We identify all disease-changed RNA molecules using next generation RNA sequencing in transcriptomics studies and a novel translatome approach, which allow measuring changes in RNA molecules associated with ribosomes, the protein factories. Our aim is to identify all abnormal RNA molecules that cause MND in order to provide new gene therapy, drug and peptide targets for the development of novel therapeutic strategies for neuroprotection. We use a variety of biochemistry, molecular and cellular biology technologies in cell and animal models (Drosophila, mice) as well as in patient-derived motor neurons and post-mortem human brains to carry out these investigations. We also use in vitro systems, purifying recombinant proteins and radioactively-labelling RNAs for the reconstitution of protein: RNA complexes which reveal detailed molecular and structural mechanisms causing RNA defects.

Modelling disease-associated phase separation

We use multiple tools to model, research and therapeutically modulate abnormal phase-separated structures in MND, both in cells and in the test tube.  For example, we use plant proteins (e.g. Cry2) that, when attached to disease-linked RNA-binding proteins, cause their phase separation in human cells after stimulation with blue light. This high-controllable system that does not require chemicals allows us to induce phase separation and pathological aggregation on-demand and study their effects on neuronal homeostasis.
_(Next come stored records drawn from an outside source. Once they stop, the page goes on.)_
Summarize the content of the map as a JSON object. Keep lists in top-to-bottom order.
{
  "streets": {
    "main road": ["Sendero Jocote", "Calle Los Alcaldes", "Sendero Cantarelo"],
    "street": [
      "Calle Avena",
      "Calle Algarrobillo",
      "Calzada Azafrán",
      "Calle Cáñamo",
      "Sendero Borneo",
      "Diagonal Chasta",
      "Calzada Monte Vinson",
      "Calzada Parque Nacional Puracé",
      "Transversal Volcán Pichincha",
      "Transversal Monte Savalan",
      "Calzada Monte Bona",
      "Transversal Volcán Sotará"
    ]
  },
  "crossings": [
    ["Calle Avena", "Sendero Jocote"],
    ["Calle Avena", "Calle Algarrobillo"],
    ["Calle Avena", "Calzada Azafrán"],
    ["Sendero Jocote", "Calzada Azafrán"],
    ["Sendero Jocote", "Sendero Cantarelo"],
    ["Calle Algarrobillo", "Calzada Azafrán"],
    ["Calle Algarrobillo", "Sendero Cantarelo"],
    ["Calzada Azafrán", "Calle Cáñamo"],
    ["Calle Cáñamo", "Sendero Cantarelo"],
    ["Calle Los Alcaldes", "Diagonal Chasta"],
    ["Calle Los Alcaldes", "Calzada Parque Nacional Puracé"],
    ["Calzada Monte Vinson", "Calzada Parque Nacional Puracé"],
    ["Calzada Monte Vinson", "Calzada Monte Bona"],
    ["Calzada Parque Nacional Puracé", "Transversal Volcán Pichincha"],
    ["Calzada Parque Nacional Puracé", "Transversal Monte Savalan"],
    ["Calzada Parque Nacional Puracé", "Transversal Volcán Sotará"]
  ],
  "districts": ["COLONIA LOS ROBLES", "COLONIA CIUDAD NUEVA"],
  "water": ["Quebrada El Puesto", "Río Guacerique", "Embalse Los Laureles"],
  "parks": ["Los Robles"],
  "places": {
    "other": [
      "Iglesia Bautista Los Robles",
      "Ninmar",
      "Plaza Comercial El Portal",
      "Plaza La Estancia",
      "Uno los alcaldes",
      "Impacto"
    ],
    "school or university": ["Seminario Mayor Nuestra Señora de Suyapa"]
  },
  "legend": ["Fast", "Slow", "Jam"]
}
Therapeutic modulation of RNA with small molecule drugs

Traditional, protein-focused small molecule drug discovery poorly covers the protein components of biomolecular condensates that are largely ‘unstructured’. Recently RNA targeting by small molecules has gained more traction, and we are using this state-of-the art approach for therapeutic targeting of RNA-rich phase separated structures in neurodegeneration. RNA-centric approach allows therapeutic modulation of both protein-coding and non-coding RNA thereby greatly expanding the “druggable genome”.

RNA3

Developing gene therapy medicinal products

The identification of disease-changed RNA and protein amounts or abnormal RNA:protein contact is restored to normal physiological levels using gene therapy approaches, which allow engineering the genetic make-up of harmless adeno-associated virus to increase or reduce the amounts of disease-changed RNAs of interest involved in the neurodegenerative process. The therapeutic efficacy and safety of these virus is further tested via injection into the cerebrospinal fluid of mouse models, prior to taking the most promising academic discoveries made in the lab in further development on the translational path for clinical trials.